(Dataset entries)
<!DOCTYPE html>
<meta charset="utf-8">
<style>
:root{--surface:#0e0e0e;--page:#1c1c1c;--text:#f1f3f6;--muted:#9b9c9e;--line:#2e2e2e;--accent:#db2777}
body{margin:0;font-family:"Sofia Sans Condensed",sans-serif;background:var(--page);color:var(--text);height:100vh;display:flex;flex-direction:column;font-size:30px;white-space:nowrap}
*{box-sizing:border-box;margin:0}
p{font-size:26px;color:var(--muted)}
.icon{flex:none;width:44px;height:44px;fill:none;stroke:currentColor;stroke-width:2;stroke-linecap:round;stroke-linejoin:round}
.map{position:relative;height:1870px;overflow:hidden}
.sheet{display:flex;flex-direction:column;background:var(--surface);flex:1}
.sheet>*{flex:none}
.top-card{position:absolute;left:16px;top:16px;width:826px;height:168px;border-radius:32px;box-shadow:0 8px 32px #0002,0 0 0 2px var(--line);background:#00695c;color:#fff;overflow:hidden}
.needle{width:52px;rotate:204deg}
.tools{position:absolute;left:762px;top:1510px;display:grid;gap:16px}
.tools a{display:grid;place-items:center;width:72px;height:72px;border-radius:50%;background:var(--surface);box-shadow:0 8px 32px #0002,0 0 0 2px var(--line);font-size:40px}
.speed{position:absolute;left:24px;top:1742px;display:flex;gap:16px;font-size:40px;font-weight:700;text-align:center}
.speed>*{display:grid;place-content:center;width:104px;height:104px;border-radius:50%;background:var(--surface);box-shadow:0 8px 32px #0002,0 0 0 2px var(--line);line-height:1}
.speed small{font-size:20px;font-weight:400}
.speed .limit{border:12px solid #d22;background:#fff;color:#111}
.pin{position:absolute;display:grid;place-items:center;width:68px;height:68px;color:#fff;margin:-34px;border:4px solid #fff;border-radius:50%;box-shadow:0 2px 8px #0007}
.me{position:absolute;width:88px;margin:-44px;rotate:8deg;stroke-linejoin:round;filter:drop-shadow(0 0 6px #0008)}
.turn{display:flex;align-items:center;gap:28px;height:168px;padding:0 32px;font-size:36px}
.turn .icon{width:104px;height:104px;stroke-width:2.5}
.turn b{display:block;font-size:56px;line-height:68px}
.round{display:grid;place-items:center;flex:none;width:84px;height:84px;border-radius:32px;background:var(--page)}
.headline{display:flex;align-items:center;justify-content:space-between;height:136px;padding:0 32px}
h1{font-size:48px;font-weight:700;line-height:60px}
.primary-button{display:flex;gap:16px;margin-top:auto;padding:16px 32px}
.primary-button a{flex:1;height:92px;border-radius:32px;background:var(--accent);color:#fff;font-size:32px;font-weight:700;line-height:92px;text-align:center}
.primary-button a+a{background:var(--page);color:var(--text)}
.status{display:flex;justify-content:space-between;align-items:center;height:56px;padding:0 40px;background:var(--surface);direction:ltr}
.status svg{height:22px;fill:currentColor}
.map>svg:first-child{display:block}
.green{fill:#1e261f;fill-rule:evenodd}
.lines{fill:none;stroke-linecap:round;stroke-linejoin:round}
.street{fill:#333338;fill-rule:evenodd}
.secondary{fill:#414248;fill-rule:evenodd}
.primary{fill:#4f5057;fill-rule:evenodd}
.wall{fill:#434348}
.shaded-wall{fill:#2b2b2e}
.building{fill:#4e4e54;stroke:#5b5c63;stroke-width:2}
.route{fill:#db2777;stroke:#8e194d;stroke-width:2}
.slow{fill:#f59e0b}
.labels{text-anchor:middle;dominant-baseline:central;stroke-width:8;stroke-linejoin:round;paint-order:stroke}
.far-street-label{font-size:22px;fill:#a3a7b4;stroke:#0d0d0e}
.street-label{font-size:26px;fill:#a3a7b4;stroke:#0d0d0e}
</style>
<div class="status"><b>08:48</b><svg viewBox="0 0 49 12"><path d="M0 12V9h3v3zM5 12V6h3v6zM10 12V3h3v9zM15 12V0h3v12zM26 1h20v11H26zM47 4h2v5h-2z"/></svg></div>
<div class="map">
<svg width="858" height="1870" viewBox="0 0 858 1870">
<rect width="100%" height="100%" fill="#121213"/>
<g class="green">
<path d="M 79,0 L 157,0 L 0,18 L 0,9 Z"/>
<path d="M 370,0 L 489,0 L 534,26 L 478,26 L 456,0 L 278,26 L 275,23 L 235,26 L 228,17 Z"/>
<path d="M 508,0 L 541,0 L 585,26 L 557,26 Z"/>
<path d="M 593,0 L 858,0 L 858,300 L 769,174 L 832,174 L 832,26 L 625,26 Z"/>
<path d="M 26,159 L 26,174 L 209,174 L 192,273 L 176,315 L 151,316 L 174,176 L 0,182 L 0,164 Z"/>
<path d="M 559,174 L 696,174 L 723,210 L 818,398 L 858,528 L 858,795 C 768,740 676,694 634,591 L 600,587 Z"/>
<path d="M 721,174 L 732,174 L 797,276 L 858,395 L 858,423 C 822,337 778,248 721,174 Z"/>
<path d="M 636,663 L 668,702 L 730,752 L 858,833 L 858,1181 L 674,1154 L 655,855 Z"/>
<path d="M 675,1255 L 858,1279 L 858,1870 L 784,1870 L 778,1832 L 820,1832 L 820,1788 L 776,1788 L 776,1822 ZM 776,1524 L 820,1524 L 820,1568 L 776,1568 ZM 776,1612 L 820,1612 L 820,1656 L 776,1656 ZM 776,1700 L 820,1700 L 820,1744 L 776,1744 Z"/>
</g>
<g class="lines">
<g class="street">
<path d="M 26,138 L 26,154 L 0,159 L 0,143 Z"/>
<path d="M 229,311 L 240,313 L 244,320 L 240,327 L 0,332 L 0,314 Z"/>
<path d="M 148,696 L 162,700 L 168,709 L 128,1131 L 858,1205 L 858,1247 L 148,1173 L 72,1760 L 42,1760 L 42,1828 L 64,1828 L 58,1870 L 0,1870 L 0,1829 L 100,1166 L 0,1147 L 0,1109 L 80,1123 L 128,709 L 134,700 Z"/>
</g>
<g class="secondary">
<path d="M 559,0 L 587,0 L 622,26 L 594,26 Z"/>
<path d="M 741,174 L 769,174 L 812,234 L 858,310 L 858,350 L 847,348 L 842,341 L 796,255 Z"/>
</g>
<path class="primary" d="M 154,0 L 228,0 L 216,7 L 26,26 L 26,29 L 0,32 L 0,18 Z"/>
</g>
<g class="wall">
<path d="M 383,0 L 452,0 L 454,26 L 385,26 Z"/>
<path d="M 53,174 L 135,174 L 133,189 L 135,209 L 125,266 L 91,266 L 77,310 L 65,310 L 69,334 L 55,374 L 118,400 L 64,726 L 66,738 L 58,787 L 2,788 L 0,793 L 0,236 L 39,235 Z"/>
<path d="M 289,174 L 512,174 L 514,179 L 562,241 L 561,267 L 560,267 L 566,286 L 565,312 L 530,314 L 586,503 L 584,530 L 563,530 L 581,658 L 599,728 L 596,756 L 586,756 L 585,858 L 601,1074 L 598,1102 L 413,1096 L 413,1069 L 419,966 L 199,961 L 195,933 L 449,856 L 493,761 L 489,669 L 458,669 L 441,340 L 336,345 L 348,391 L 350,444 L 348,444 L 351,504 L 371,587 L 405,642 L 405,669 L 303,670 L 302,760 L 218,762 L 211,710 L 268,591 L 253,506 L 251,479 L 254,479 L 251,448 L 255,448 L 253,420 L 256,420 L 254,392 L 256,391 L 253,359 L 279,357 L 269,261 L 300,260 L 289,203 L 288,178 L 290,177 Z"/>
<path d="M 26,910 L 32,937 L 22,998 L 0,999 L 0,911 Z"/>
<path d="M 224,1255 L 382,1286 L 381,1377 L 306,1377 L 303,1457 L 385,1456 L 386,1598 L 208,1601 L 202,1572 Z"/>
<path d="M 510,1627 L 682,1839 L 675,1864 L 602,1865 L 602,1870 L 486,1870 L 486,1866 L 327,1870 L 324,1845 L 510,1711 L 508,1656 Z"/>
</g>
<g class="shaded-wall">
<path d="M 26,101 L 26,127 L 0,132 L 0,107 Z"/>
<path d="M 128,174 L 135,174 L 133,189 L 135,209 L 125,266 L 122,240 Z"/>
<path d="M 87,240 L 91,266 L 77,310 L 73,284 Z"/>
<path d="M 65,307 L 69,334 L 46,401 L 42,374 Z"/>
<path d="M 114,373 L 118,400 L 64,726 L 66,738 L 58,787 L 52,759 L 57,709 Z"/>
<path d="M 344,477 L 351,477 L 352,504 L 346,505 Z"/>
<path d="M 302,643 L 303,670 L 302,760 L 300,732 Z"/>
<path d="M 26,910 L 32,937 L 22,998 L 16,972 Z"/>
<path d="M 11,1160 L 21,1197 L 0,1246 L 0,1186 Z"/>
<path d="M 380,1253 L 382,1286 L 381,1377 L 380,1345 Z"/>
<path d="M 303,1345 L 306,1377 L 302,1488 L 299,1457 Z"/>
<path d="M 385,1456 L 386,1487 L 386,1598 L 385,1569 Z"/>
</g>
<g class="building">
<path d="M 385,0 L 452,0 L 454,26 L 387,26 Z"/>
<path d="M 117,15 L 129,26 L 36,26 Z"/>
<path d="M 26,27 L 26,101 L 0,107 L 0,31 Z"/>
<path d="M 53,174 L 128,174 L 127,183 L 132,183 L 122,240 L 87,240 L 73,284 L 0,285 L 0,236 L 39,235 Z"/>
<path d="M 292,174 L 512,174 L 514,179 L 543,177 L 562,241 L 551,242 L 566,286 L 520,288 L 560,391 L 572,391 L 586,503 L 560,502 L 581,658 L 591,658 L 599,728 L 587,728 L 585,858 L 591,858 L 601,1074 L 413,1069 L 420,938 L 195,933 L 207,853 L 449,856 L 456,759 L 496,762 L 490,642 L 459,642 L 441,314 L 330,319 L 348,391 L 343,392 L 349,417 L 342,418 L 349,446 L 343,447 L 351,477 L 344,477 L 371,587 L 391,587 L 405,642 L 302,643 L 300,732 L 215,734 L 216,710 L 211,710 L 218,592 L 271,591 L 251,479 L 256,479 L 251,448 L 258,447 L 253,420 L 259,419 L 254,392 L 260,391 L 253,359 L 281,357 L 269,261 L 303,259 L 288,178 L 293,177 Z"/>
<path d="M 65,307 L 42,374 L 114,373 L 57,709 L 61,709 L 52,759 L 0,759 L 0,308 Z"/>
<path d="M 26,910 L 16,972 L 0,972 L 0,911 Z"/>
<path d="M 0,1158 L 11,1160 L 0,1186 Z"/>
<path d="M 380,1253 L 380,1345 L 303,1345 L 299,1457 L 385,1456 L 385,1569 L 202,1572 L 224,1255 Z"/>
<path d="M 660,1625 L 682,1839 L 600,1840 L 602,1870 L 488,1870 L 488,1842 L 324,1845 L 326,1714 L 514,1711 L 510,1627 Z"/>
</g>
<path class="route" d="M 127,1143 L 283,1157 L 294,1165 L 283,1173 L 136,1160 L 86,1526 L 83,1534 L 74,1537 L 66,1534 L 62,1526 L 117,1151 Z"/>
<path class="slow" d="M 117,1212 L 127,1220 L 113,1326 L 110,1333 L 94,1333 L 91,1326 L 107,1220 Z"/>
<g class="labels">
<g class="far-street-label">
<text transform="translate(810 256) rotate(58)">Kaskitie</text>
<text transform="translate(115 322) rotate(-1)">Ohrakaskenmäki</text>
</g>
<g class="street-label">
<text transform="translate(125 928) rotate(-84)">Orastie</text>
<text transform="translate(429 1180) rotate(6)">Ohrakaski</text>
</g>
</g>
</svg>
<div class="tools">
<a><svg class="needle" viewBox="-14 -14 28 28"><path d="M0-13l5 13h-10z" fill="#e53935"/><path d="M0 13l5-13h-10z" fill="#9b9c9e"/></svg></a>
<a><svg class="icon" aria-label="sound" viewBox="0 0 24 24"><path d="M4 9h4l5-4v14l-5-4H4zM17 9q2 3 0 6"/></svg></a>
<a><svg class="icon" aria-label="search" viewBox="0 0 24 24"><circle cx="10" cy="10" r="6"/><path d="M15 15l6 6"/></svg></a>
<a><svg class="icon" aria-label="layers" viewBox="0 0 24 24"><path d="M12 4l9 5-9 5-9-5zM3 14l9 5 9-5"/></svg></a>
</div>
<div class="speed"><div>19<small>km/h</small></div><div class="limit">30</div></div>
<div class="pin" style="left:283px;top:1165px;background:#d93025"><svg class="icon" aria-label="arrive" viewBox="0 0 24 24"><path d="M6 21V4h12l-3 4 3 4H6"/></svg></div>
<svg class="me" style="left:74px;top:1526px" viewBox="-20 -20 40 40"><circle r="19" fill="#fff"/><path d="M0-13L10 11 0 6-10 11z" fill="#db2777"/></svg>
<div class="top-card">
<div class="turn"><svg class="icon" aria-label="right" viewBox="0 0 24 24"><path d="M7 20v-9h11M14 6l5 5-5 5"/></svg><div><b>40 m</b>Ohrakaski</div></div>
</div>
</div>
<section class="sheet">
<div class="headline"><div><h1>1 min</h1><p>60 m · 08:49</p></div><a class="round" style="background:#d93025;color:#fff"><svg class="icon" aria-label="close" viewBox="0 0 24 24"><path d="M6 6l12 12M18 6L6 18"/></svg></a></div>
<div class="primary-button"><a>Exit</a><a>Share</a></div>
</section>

What you will do: Where in the entries above does the word "solid" appear? Copy each line that has it.

Answer space:
.speed .limit{border:12px solid #d22;background:#fff;color:#111}
.pin{position:absolute;display:grid;place-items:center;width:68px;height:68px;color:#fff;margin:-34px;border:4px solid #fff;border-radius:50%;box-shadow:0 2px 8px #0007}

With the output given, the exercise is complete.